Solomin doesn’t expect Russian solar projects to compete with hydropower anytime soon. “Our company is more about hydro than solar,” he says. “Solar is our pilot project.” In the future he expects solar plants to grow in popularity and to replace a significant number of smaller coal-fired plants, but they will “still be fairly small compared to hydro dams, in terms of power production”.

As a hydropower project developer, EuroSibEnergo has found solar power plants “easier to do, with a clear canonic model,” Solomin says. “When we build hydro plants we have to understand exactly what the offtakers of power should be: a new consumer nearby, and no subsidy.

“When we consider building a new hydro plant near Krasnoyarsk, we’re talking about creating an industrial cluster around it with metal smelters, manufacturing, a lot of businesses. The hydro plant will be a core element of that industrial cluster. We haven’t come to the idea that we can build industrial clusters around solar plants, so more auxiliary solar plants is a good business by itself, but hydro plants are more of a driver for a regional economy.”

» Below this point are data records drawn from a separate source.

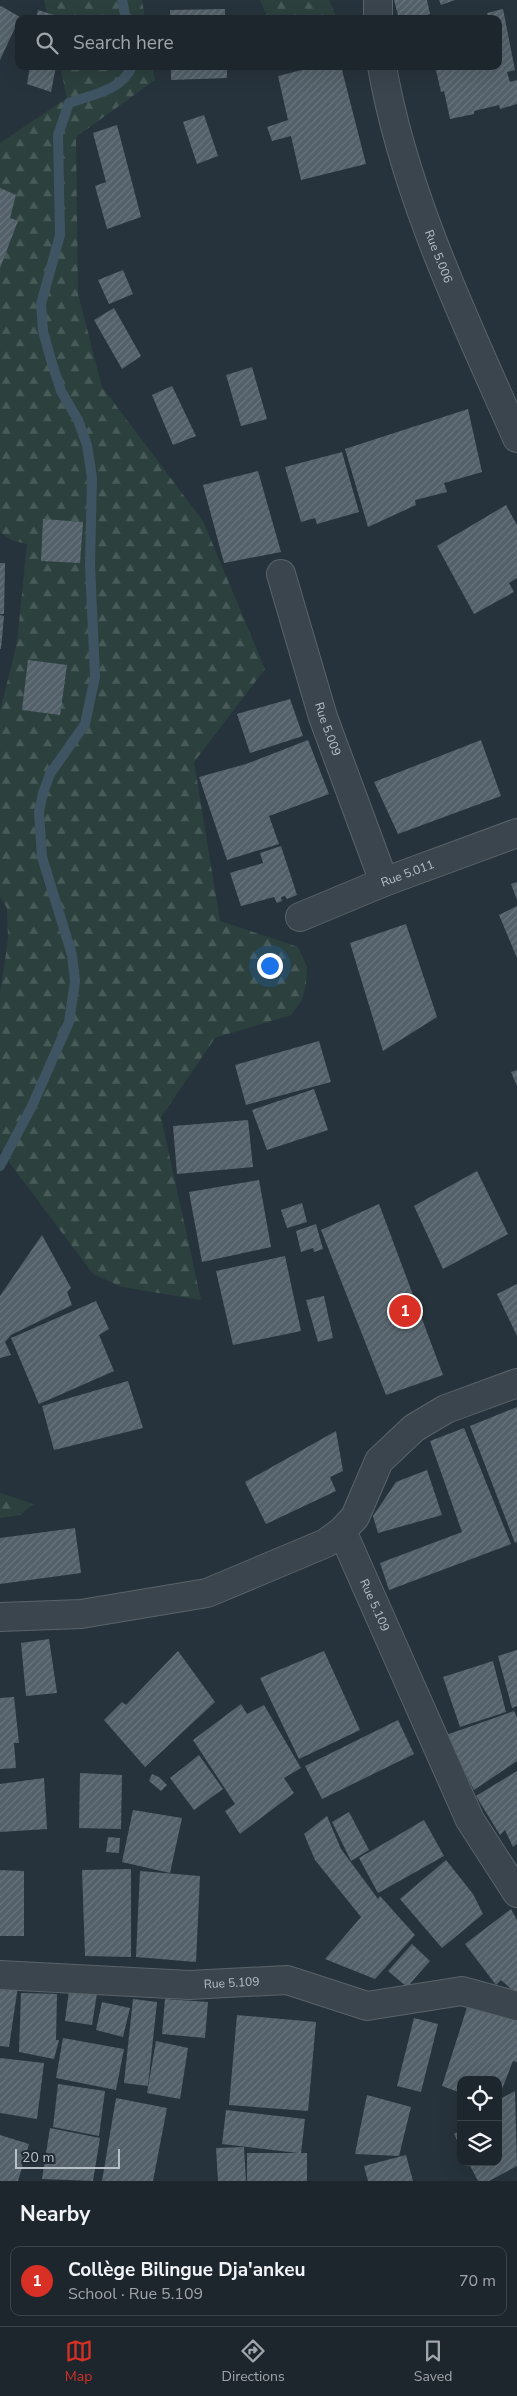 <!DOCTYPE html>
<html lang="en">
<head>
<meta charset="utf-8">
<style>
	:root { --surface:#1d262d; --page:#2a3239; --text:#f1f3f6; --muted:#a0a5aa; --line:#3b4349; --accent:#d93025 }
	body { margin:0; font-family:"Nunito Sans",sans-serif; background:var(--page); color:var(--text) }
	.controls { position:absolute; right:15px; bottom:15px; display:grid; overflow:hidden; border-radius:10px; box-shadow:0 5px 20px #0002 }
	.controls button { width:45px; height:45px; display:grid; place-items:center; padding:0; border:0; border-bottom:1px solid var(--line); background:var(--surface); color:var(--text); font:25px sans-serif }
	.scale { position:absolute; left:15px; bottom:12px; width:105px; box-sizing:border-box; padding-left:5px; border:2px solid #b7c0c7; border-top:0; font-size:14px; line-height:18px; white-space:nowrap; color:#b7c0c7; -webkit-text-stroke:4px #202a32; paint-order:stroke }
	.you { position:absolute; left:269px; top:965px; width:18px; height:18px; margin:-12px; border:4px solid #fff; border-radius:50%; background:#1a73e8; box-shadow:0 0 0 8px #1a73e833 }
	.badge { display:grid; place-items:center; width:32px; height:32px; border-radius:50%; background:var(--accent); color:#fff; font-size:16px; font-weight:700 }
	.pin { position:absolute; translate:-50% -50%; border:2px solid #fff; box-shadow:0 1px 5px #0006 }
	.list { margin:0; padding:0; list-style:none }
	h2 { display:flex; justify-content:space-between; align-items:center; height:65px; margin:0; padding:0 20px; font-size:21px }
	h2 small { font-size:16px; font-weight:400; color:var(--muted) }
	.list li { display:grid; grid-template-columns:32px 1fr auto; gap:15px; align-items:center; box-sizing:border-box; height:70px; margin:0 10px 10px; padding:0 10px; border:1px solid var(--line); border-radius:10px }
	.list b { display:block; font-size:19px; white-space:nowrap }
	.list p { margin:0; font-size:16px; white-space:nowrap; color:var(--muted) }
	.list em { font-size:16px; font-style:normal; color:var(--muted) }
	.icon { flex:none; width:28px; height:28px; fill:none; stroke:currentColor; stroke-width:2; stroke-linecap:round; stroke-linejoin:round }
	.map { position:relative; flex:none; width:517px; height:2181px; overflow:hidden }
	.search { position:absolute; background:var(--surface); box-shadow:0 5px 20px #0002; left:15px; right:15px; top:15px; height:55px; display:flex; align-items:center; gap:12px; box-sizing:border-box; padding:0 18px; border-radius:10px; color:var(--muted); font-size:19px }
	.sheet { height:145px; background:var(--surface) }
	nav { display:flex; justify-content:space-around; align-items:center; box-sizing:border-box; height:70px; border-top:1px solid var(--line); background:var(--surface); font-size:14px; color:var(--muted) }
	nav a { display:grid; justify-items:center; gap:2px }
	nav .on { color:var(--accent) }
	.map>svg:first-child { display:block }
	.forest { fill:url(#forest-firs) }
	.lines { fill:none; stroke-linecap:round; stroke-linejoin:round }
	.stream { stroke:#3f5463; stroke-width:10 }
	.building { fill:url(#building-hatch) }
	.minor-casing { stroke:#59636a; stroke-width:30 }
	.minor { stroke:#3b454d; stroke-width:28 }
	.labels { text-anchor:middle; stroke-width:4; stroke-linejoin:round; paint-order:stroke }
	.street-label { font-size:12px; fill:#b7c0c7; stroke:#202a32 }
</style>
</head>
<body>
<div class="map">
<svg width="517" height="2181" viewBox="0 0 517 2181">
	<defs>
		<pattern id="forest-firs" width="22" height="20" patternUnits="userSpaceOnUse" patternTransform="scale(1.25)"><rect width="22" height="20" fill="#2c413e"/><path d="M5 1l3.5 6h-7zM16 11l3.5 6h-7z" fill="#485b58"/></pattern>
		<pattern id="building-hatch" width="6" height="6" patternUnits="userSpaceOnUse" patternTransform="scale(1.25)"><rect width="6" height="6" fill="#536069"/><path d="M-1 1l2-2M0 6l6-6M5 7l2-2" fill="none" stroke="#6a757d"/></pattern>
	</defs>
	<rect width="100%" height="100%" fill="#27333c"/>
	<!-- forest -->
	<g class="forest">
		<path d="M 44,0 L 142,0 L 145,19 L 48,19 Z"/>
		<path d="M 260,0 L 329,0 L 336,16 L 334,19 L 268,19 Z"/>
		<path d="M 60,66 L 152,66 L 155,80 L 76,137 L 78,294 L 102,387 L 203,521 L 265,669 L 194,762 L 220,921 L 298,947 L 307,967 L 306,984 L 302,1000 L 291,1015 L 215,1038 L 161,1117 L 201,1300 L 122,1287 L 93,1274 L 0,1150 L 0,994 L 8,939 L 7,908 L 0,897 L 0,711 L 17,643 L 27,544 L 11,540 L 0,532 L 0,143 L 67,98 Z"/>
		<path d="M 0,1493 L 33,1504 L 20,1515 L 0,1518 Z"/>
	</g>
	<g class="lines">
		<!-- stream -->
		<g class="stream">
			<path d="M 122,0 L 126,19"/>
			<path d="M 0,1166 L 32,1106 L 69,1022 L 75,981 L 72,955 L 42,857 L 39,812 L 43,793 L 50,774 L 85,724 L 95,677 L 90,565 L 92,478 L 87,445 L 78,420 L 61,391 L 51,360 L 43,331 L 41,304 L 60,235 L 58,135 L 69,103 C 91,95 123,90 132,66"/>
		</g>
	</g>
	<!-- building -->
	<g class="building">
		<path d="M 394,0 L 427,0 L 430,14 L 411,19 L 399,19 Z"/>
		<path d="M 439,0 L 455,0 L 441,5 Z"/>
		<path d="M 1,6 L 20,17 L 0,60 L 0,7 Z"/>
		<path d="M 225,9 L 225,19 L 170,19 L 170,10 Z"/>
		<path d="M 503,9 L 515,70 L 507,72 L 510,82 L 517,80 L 517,104 L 500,109 L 499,105 L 474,111 L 474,114 L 450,119 L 444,91 L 441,92 L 435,66 L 498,66 L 498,19 L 480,18 L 488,16 L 487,13 Z"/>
		<path d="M 38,10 L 54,15 L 54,19 L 36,19 Z"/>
		<path d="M 30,66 L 56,66 L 51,92 L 27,84 Z"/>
		<path d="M 171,66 L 227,66 L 227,78 L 171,80 Z"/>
		<path d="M 318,66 L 341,66 L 366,164 L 301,180 L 291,136 L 272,141 L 267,127 L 288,120 L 278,76 Z"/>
		<path d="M 204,115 L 218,156 L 197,164 L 183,122 Z"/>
		<path d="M 117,125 L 141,217 L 107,229 L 95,186 L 106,182 L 93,133 Z"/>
		<path d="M 0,188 L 16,195 L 10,218 L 18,221 L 0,268 Z"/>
		<path d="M 123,270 L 133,294 L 109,304 L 98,280 Z"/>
		<path d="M 114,308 L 141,356 L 122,369 L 94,320 Z"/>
		<path d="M 252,367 L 267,419 L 241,426 L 226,375 Z"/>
		<path d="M 172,386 L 196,436 L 173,445 L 152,395 Z"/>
		<path d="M 468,409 L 482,472 L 444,483 L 447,492 L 415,500 L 416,505 L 368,527 L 345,449 Z"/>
		<path d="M 342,452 L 359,512 L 317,524 L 315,518 L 301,522 L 285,467 Z"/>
		<path d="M 258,471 L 281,552 L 224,563 L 203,485 Z"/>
		<path d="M 506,505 L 517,525 L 517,578 L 509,583 L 514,592 L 474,614 L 437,546 Z"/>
		<path d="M 43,519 L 83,522 L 80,563 L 41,561 Z"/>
		<path d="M 0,563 L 5,563 L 4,614 L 0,614 Z"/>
		<path d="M 0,615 L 4,616 L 1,649 L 0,649 Z"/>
		<path d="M 28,660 L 67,665 L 60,715 L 22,710 Z"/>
		<path d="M 290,699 L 303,736 L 250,753 L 237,714 Z"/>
		<path d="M 308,740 L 329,794 L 269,816 L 279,844 L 227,860 L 199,777 L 246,764 Z"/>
		<path d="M 481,740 L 501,796 L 398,834 L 374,782 Z"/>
		<path d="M 281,846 L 297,895 L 287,899 L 285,896 L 281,897 L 282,901 L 277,903 L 274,897 L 241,906 L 230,873 L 263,863 L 260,853 Z"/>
		<path d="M 517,882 L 517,900 L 511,884 Z"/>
		<path d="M 517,906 L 517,958 L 499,915 Z"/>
		<path d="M 406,924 L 437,1017 L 383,1051 L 350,943 Z"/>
		<path d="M 319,1041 L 331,1082 L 246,1105 L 235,1065 Z"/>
		<path d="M 517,1070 L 517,1086 L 511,1072 Z"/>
		<path d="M 314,1089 L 328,1130 L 267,1150 L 252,1110 Z"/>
		<path d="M 248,1120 L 253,1167 L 177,1174 L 173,1126 Z"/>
		<path d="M 477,1171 L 508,1234 L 443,1269 L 414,1206 Z"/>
		<path d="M 259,1180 L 271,1247 L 202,1262 L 189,1192 Z"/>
		<path d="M 302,1203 L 307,1222 L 287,1228 L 281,1210 Z"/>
		<path d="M 379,1204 L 443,1375 L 386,1395 L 321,1230 Z"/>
		<path d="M 316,1224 L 323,1249 L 314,1252 L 313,1248 L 301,1252 L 296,1231 Z"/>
		<path d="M 42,1235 L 71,1288 L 67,1292 L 72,1305 L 11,1335 L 5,1342 L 11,1355 L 0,1358 L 0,1296 Z"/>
		<path d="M 285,1256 L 301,1331 L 233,1345 L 216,1271 Z"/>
		<path d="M 517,1284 L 517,1336 L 497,1294 Z"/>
		<path d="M 324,1296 L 333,1338 L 318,1342 L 306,1300 Z"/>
		<path d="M 96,1301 L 109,1329 L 99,1335 L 114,1371 L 39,1404 L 11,1338 Z"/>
		<path d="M 128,1381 L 143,1428 L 54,1450 L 42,1406 Z"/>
		<path d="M 517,1407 L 517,1542 L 515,1543 L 470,1426 Z"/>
		<path d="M 464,1428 L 511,1544 L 389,1590 L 380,1563 L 462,1532 L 430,1441 Z"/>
		<path d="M 336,1431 L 343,1471 L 330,1477 L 336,1491 L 266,1524 L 245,1482 Z"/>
		<path d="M 427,1470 L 442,1515 L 378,1533 L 373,1516 L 396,1482 Z"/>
		<path d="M 75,1528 L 81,1573 L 0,1584 L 0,1538 Z"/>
		<path d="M 49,1639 L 57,1693 L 26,1696 L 21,1643 Z"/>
		<path d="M 517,1650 L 517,1706 L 512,1708 L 498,1656 Z"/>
		<path d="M 178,1651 L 215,1702 L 145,1767 L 104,1720 L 122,1702 L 126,1705 Z"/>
		<path d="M 324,1651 L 360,1730 L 299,1759 L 260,1678 Z"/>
		<path d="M 493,1661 L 506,1712 L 460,1727 L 443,1677 Z"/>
		<path d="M 14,1697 L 19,1743 L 14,1743 L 16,1768 L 0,1769 L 0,1698 Z"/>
		<path d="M 241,1704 L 247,1714 L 264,1705 L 301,1768 L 284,1778 L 294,1793 L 240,1834 L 225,1811 L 235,1804 L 193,1740 Z"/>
		<path d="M 514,1711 L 517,1717 L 517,1761 L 474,1790 L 446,1735 Z"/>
		<path d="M 398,1720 L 414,1754 L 322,1799 L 305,1766 Z"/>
		<path d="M 199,1755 L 223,1789 L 194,1810 L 170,1778 Z"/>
		<path d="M 517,1771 L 517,1844 L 513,1847 L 505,1830 L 500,1835 L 476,1796 Z"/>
		<path d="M 80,1773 L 122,1775 L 121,1829 L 79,1828 Z"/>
		<path d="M 152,1774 L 159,1777 L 167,1785 L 161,1791 L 149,1781 Z"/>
		<path d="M 44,1778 L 47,1829 L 0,1832 L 0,1784 Z"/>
		<path d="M 133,1810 L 182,1818 L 170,1873 L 122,1862 Z"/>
		<path d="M 349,1812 L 369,1850 L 351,1861 L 332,1822 Z"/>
		<path d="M 327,1816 L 341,1849 L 378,1899 L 380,1896 L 415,1935 L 375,1979 L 325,1959 L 361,1917 L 315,1860 L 304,1834 Z"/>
		<path d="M 424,1820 L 444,1856 L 378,1893 L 359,1858 Z"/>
		<path d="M 108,1837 L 120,1838 L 119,1853 L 106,1852 Z"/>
		<path d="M 446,1860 L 473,1894 L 483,1914 L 442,1948 L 400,1899 Z"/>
		<path d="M 131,1869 L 131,1957 L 85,1956 L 82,1870 Z"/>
		<path d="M 0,1870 L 24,1871 L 24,1936 L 0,1936 Z"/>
		<path d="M 140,1871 L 200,1876 L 196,1962 L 136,1957 Z"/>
		<path d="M 511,1909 L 517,1920 L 517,1994 L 501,1980 L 496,1985 L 465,1944 Z"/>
		<path d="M 412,1944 L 430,1961 L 407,1987 L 388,1971 Z"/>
		<path d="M 70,1983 L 98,1987 L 92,2025 L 65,2021 Z"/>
		<path d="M 0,1985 L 18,1986 L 9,2047 L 0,2046 Z"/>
		<path d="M 21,1993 L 57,1994 L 56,2040 L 59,2040 L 54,2059 L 19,2052 Z"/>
		<path d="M 133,1999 L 157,2002 L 148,2086 L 124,2083 Z"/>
		<path d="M 165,1999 L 208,2002 L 205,2038 L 162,2034 Z"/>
		<path d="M 469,2001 L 517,2019 L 517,2062 L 513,2061 L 502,2089 L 498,2088 L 498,2080 L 461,2080 L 461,2093 L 442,2086 Z"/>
		<path d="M 102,2002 L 130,2008 L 123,2037 L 96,2030 Z"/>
		<path d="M 237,2015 L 316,2022 L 308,2111 L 229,2105 Z"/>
		<path d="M 414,2018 L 438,2024 L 421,2092 L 397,2086 Z"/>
		<path d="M 63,2038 L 124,2049 L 116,2090 L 56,2078 Z"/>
		<path d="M 156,2041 L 188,2048 L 180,2099 L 147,2093 Z"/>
		<path d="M 0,2058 L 44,2063 L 37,2119 L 0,2113 Z"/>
		<path d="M 58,2084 L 105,2091 L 99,2136 L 53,2127 Z"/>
		<path d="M 515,2091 L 517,2166 L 489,2181 L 478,2181 L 468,2162 L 498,2162 L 498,2100 Z"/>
		<path d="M 367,2095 L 411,2107 L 399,2156 L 355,2154 Z"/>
		<path d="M 116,2098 L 167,2108 L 153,2181 L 102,2181 Z"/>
		<path d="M 226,2110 L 305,2119 L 301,2153 L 307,2153 L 307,2181 L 247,2181 L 247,2153 L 298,2153 L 222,2144 Z"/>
		<path d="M 50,2128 L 100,2138 L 93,2181 L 42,2179 Z"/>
		<path d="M 461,2130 L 461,2148 L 454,2134 Z"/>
		<path d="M 0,2135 L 29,2144 L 18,2181 L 0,2181 Z"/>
		<path d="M 244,2147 L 246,2181 L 218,2181 L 216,2148 Z"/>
		<path d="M 406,2155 L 413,2181 L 368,2181 L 364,2166 Z"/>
	</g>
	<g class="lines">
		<defs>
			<g id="minor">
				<path d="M 378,0 L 378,19"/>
				<path id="s1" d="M 382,66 C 404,194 465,320 517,438"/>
				<path id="s2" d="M 281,574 L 323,717 L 384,882"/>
				<path id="s3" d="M 300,917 L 384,882 L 517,833"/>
				<path id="s4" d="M 517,1383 L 446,1409 L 414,1428 L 379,1461 L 355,1517 L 342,1531 L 470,1820 L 517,1893"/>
				<path d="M 0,1617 L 81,1614 L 207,1593 L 326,1543 L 342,1531"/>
				<path id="s5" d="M 0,1975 L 189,1985 L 287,1980 L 367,2006 L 462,1991 L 517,2006"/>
			</g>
		</defs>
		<!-- minor casing -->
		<use href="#minor" class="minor-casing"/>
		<!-- minor -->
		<use href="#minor" class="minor"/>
	</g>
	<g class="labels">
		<!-- street labels -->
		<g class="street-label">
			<text dy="4" stroke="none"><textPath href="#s1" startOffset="199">Rue 5.006</textPath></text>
			<text dy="4" stroke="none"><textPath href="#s2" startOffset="162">Rue 5.009</textPath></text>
			<text dy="4" stroke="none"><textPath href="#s3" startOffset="116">Rue 5.011</textPath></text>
			<text dy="4" stroke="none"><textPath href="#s4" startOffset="322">Rue 5.109</textPath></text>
			<text dy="4" stroke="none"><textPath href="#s5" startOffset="232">Rue 5.109</textPath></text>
		</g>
	</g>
</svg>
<div class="controls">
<button><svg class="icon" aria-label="locate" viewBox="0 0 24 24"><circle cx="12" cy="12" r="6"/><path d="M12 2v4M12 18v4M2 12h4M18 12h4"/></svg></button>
<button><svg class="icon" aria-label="layers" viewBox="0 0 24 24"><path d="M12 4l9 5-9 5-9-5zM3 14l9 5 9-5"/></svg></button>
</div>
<div class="scale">20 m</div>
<div class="you"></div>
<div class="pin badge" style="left:405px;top:1311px">1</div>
<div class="search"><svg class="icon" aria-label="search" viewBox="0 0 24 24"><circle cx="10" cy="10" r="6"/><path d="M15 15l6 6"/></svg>Search here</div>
</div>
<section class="sheet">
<h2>Nearby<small></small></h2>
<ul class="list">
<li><span class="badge">1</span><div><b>Collège Bilingue Dja'ankeu</b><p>School · Rue 5.109</p></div><em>70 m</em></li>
</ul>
</section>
<nav>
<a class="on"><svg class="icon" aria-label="map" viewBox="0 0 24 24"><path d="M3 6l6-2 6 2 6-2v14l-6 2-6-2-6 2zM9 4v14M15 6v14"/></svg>Map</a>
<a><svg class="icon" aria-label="directions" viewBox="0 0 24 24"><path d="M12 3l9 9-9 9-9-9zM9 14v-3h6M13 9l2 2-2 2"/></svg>Directions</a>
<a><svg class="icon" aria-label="saved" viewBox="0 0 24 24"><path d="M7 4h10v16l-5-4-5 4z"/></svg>Saved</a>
</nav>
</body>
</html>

The impetus for building the Abakan plant was to get in at the beginning of solar power development in Russia, he adds. “With a solar plant, it’s a new technology and we wanted to understand how it works. We understand that it is going to develop and we want to be part of that story and to have the technology.”

The company aims to use its experience from the Abakan plant in several ways. “First,” Solomin says, “we are considering building new solar power plants. Second, we are talking with other companies who work in this area so we can provide a service to build and produce equipment, produce inverters and grow the silicon ingots. And we now have the engineering knowledge in this area; we know how to build the plant.”

EuroSibEnergo will focus initially on solar project development in Siberia and other Russian regions, although Solomin says the company is “working with other countries primarily in the area of hydro, but we might well go with solar technology too.

“This was our first project and we have to go through the learning curve before we bring it to other countries. We’re at an early stage – we’ll have to see how it goes.”